The candidate should be able to
a)define risk aversion and cite evidence that suggests that individuals are generally
risk averse;
b)list the assumptions about individuals’ investment behavior of the Markowitz
Portfolio Theory;
c)compute expected return for an individual investment and for a portfolio;
d)compute the variance and standard deviation for an individual investment;
e)compute the covariance of rates of return, and show how it is related to the
correlation coefficient;
f)list the components of the portfolio standard deviation formula, and explain which
component is most important to consider when adding an investment to a portfolio;
g)describe the efficient frontier and explain the implications for incremental returns as
an investor assumes more risk;
h)define optimal portfolio and show how each investor may have a different optimal
portfolio.
Problems: 3, 4, 5
Corrections/Clarifications
•On page 213, in footnote 4, insert an “=” after R i.
•On page 218, in Exhibit 7.9, all subscripts in the Coca-Cola section should be i. Also on page 218, the first two equations following Exhibit 7.9 are calculating σ2. The first should be subscripted “i” and the second “j.” Finally, in the last equation on page 218, insert an “=”
before the (.108) term.
•On page 219, in equation 7.6, under the last summation sign it should read j=1. Also on page 219, the “Standard Deviation of a Portfolio” sub-header in green text should be next to the second paragraph, rather than at the top left corner of the page.

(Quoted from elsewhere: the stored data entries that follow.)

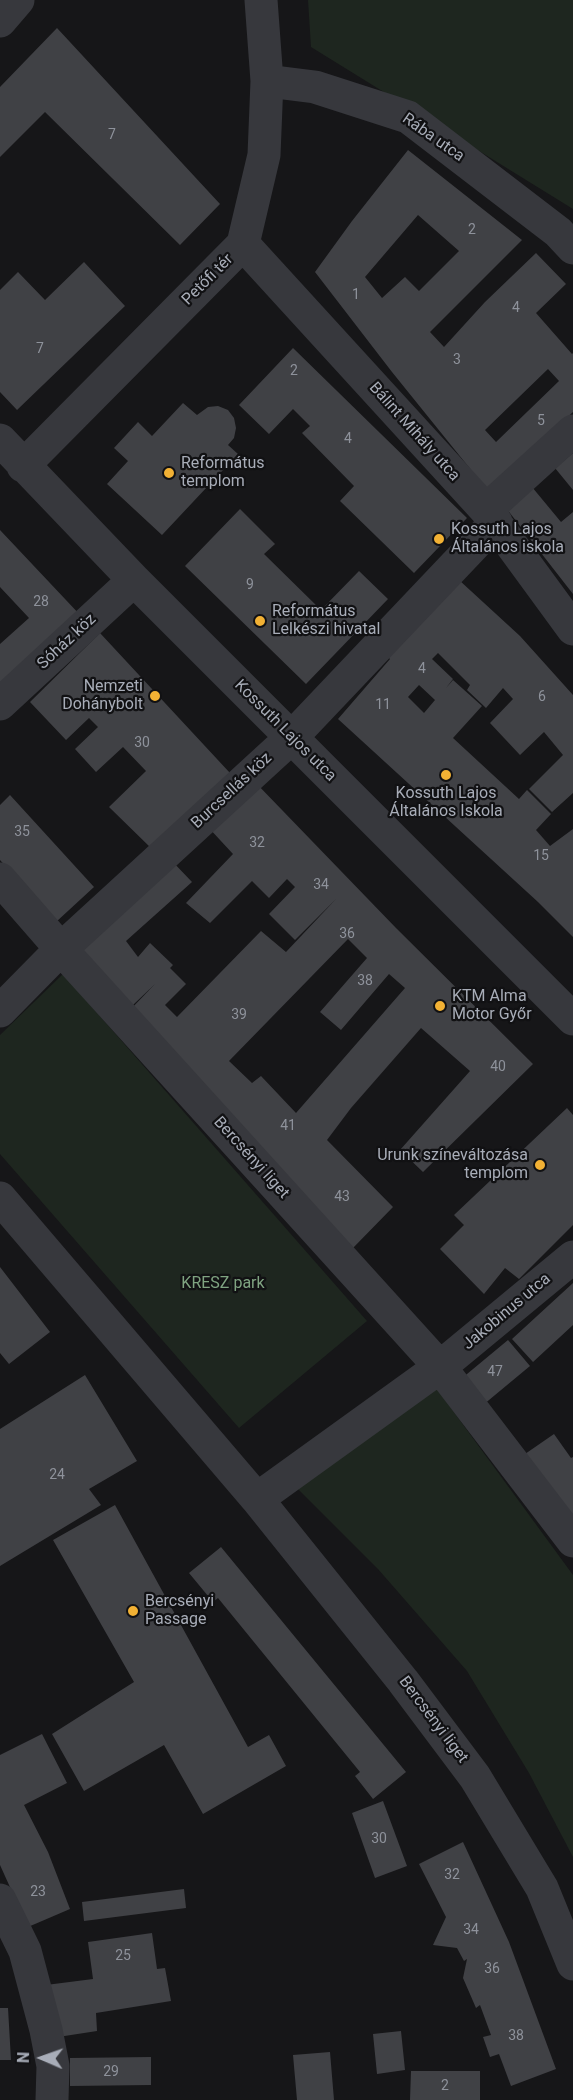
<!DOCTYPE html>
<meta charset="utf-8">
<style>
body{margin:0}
#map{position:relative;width:573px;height:2100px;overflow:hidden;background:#161618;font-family:Roboto,sans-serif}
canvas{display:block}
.north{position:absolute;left:12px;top:2028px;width:60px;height:60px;-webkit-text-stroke:4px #111113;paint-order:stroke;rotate:272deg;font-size:16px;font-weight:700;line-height:24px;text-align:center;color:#a8adb8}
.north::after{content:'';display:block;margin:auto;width:21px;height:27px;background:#a8adb8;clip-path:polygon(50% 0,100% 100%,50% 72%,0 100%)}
</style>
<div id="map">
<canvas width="573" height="2100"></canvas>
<div class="north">N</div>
</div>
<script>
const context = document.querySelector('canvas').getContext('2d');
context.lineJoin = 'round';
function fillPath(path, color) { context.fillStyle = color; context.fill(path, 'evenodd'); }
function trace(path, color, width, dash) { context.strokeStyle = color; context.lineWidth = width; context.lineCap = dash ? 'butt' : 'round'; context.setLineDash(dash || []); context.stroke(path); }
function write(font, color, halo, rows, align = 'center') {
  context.font = font + ' Roboto,sans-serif'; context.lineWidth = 4.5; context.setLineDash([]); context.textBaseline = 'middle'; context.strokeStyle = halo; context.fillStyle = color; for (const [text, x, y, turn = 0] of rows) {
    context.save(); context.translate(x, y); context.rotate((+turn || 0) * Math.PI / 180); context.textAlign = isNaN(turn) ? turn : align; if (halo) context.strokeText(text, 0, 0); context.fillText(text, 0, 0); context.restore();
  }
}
fillPath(new Path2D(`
 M308 0H573V209L311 47Z
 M63 974 367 1321 239 1428 0 1154V1035Z
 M434 1385 573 1575V1857L529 1773 467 1671 378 1569 297 1488Z`), '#1e261f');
fillPath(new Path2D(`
 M57 28 220 204 180 245 45 112 0 157V87Z
 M408 150 522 240 430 332 444 347 485 302 536 253 566 284 536 313 572 354 573 353V412L488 491 392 372 315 272 352 221ZM418 215 459 251 419 291 405 277 382 298 365 277ZM548 369 559 381 496 442 485 430Z
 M84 262 125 306 17 410 0 392V290L18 272 45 300Z
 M293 348 467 518 414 573 340 501 354 486 302 433 310 426 293 409 269 434 239 405Z
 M183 403 197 415 208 407 218 406 228 410 234 418 236 428 234 438 228 445 238 454 162 535 107 484 128 461 114 448 138 422 152 436Z
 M573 453V490L555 468Z
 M532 487 561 522 573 512V594L506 508Z
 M240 509 275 544 264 554 321 610 359 571 388 599 306 684 185 566Z
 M0 530 82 617 0 693V644L29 618 0 587Z
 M459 580 520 636 573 695V793L552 812 529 789 563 755 544 732 520 755 490 723 513 699 503 688 486 708 467 690 470 685 438 653 432 659 453 679 446 688 453 680 482 706 453 738 519 799 527 790 551 814 536 830 550 846 573 829V937L538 902 338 719 390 659 386 655ZM419 685 435 700 424 713 408 697Z
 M100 633 230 773 152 849 109 807 146 771 123 747 96 772 75 749 98 727 89 718 66 740 30 702Z
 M254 781 396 928 533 1064 423 1172 400 1150 470 1071 421 1028 351 1108 327 1140 393 1207 353 1248 129 1011 155 984 134 1004 129 1011 72 948 171 860 192 882 126 941 138 957 150 943 173 965 170 968 186 984 165 1005 177 1017 261 931 286 952 336 899 295 940 269 914 295 887 287 879 269 898 252 881 210 923 186 903 233 854 208 827ZM348 939 367 958 320 1012 341 1030 389 974 405 988 296 1113 261 1076 252 1083 229 1061Z
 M10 795 94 887 56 922 0 860V805Z
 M567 1108 573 1115V1225L519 1279 505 1268 484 1294 440 1249 464 1225 454 1215Z
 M0 1267 50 1332 9 1364 0 1353Z
 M573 1283V1325L533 1362 512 1339Z
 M508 1340 530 1366 483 1405 461 1379Z
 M85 1375 137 1461 89 1489 101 1505 0 1566V1429Z
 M554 1434 571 1458 573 1457V1519L525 1454Z
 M115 1505 248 1747 269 1735 286 1766 203 1814 164 1745 84 1791 52 1734 134 1682 53 1540Z
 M221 1547 406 1772 373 1799 355 1776 360 1772 218 1598 213 1602 189 1573Z
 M42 1734 67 1783 24 1805 48 1852 70 1909 28 1927 0 1865V1755Z
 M383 1801 407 1866 375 1878 352 1813Z
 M463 1842 509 1942 556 2069 511 2086 499 2054 490 2057 483 2037 491 2035 480 2005 476 2008 463 1978 467 1959 464 1961 457 1948 433 1945 446 1917 419 1864Z
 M184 1889 186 1908 84 1921 82 1902Z
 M152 1933 157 1969 165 1968 171 2001 96 2013 97 2031 58 2037 46 1985 93 1979 88 1942Z
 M0 2008H8L11 2060H0Z
 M401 2031 405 2070 377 2074 373 2034Z
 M330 2052 334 2100H297L293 2055Z
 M151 2057V2085L70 2086V2058Z
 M411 2071H480V2100H410Z`), '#404145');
trace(new Path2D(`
 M0 21 18 0
 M267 81 315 87 408 117 558 232 573 248
 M243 244 486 510 573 629
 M0 440 134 580 573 1019
 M23 466 243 244 264 155 267 81 261 0
 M486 510 573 431
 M0 704 134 580
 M0 879 61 949 440 1367 573 1541
 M0 1011 61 949 291 738 496 522
 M0 1198 257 1499 403 1681 475 1777 542 1888 573 1964
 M257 1499 440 1367 573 1257
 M0 1900 25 1951 46 2030 53 2066 52 2100`), '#37383d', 33);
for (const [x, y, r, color] of [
 [169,473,6,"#f2b134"],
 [439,539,6,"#f2b134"],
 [260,621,6,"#f2b134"],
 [155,696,6,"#f2b134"],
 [446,775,6,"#f2b134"],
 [440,1006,6,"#f2b134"],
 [540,1165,6,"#f2b134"],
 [133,1611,6,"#f2b134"]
]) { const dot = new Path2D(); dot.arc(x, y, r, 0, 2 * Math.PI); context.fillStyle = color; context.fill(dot); trace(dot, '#111113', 2); }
write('14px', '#8e929b', null, [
 ["7",112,135],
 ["2",472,230],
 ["1",356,295],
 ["4",516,308],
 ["7",40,349],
 ["3",457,360],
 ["2",294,371],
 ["5",541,421],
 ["4",348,439],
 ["9",250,585],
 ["28",41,602],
 ["4",422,669],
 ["6",542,697],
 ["11",383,705],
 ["30",142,743],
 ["35",22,832],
 ["32",257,843],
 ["15",541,856],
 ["34",321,885],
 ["36",347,934],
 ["38",365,981],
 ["39",239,1015],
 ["40",498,1067],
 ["41",288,1126],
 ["43",342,1197],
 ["47",495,1372],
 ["24",57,1475],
 ["30",379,1839],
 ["32",452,1875],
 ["23",38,1892],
 ["34",471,1930],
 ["25",123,1956],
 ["36",492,1969],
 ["38",516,2036],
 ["29",111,2072],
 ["2",445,2086]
]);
write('16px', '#a8adb8', '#111113', [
 ["Rába utca",433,138,35],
 ["Petőfi tér",208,280,-45],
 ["Bálint Mihály utca",414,432,48],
 ["Sóház köz",67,642,-43],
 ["Kossuth Lajos utca",285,731,45],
 ["Burcsellás köz",232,791,-43],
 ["Bercsényi liget",251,1158,48],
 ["Jakobinus utca",507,1312,-40],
 ["Bercsényi liget",433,1720,53]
]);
write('16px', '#a8adb8', '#111113', [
 ["Református",181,464],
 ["templom",181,482],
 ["Kossuth Lajos",451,530],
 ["Általános iskola",451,548],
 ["Református",272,612],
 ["Lelkészi hivatal",272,630],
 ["Nemzeti",143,687,"right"],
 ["Dohánybolt",143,705,"right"],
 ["Kossuth Lajos",446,794,"center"],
 ["Általános Iskola",446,812,"center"],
 ["KTM Alma",452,997],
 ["Motor Győr",452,1015],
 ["Urunk színeváltozása",528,1156,"right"],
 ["templom",528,1174,"right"],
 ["Bercsényi",145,1602],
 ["Passage",145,1620]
], 'left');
write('16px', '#7fa381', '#111113', [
 ["KRESZ park",223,1284]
]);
</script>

•On page 220, in the next to last equation, under the last summation sign it should read j=1. •On page 221, in the calculation of standard deviation for case b, in the second line, insert a plus sign between the first two terms.
•On page 227, the last line of the first complete paragraph the weights are reversed. It should read: “In this case, it is W1 = 0.588 and W2 = 0.412.”
79. “An Introduction to Asset Pricing Models”
The candidate should be able to
a)list the assumptions of the capital market theory;
b)explain what happens to the expected return, the standard deviation of returns, and
possible risk-return combinations when a risk-free asset is combined with a
portfolio of risky assets;
c)identify the market portfolio, and describe the role of the market portfolio in the
formation of the capital market line (CML);
d)define systematic and unsystematic risk and explain why an investor should not
expect to receive additional return for assuming unsystematic risk;
e)describe the capital asset pricing model, diagram the security market line (SML),
and define beta;
f)calculate and interpret using the SML, the expected return on a security, and
evaluate whether the security is undervalued, overvalued, or properly valued;
g)explain how the systematic risk of an asset is estimated using the characteristic line.
Problems: 2, 15
Corrections/Clarifications
•On page 240, in the last equation, the last subscript should be “i.”。